In [1]:
from pyspark import SparkContext, SparkConf, RDD
from pyspark.streaming import StreamingContext
from pyspark.streaming.kafka import KafkaUtils
from pykafka import KafkaClient
import json

# Create a local StreamingContext with two working thread and batch interval of 1 second
#sc = SparkContext("spark://server1:7077", "pyspark")


conf = SparkConf().setAppName("Sales Order Unified Profile Update").setMaster("spark://server1:7077")
conf.set("spark.cores.max", 9)
conf.set("spark.cassandra.connection.host", "server4")

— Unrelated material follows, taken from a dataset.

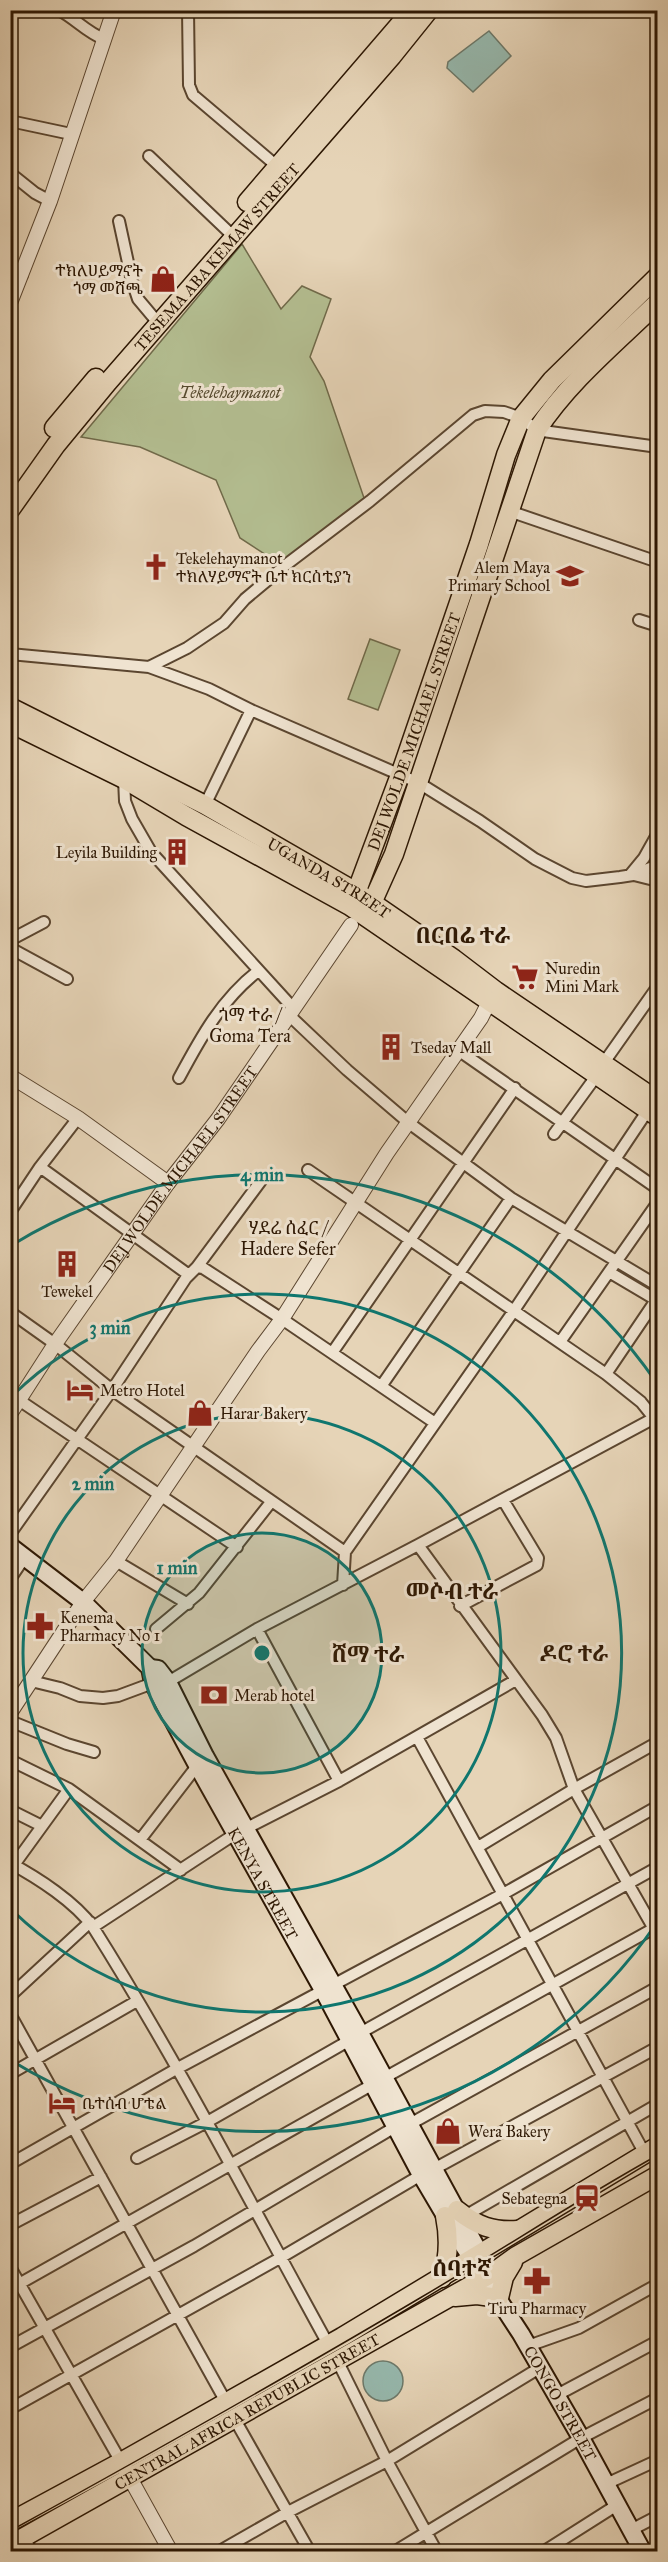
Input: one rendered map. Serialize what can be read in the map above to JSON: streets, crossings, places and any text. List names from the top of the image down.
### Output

sc = SparkContext(conf=conf)

streamingContext = StreamingContext(sc, 10)

In [2]:
from cassandra.cluster import Cluster
from cassandra.query import BatchStatement

class SimpleClient(object):
    session = None
    createProfileStatement = None
    updateSalesOrderStatement = None
    
    batch = None
    
    session = None

    def connect(self):
        if(self.session is None):
            cluster = Cluster(['server4.bigdata.ibm.com','server5.bigdata.ibm.com','server6.bigdata.ibm.com'])
            self.session = cluster.connect()
        return self.session
        #the key space is test now
        #self.session.execute("use test")
        #self.createProfileStatement = self.session.prepare("insert into customer_product(customer, product, date) values(?,?,?) if not exists")
        #self.updateSalesOrderStatement = self.session.prepare("update customer_product set orders[?] = {qty: ?, unitAmt: ?} where customer = ? and product = ? and date = ?")

    def close(self):
        print 'close'
        #self.session.cluster.shutdown()
        
    def createProfile(self, args):
        #self.batch.add(self.createProfileStatement, args)
        self.session.execute(self.createProfileStatement, args)
    
    def updateSalesOrder(self, args):
        #self.batch.add(self.updateSalesOrderStatement, args)
        self.session.execute(self.updateSalesOrderStatement, args)
    
    def execute(self, statement, parameters=[]):
        preparedStatement = self.session.prepare(statement)
        return self.session.execute(preparedStatement, parameters)

In [3]:
#change localhost:2181 to server7 or zookeeper on server1?
stream = KafkaUtils.createStream(streamingContext, 'server1.bigdata.ibm.com:2181', "raw-data-to-profile-update", {'event' :3})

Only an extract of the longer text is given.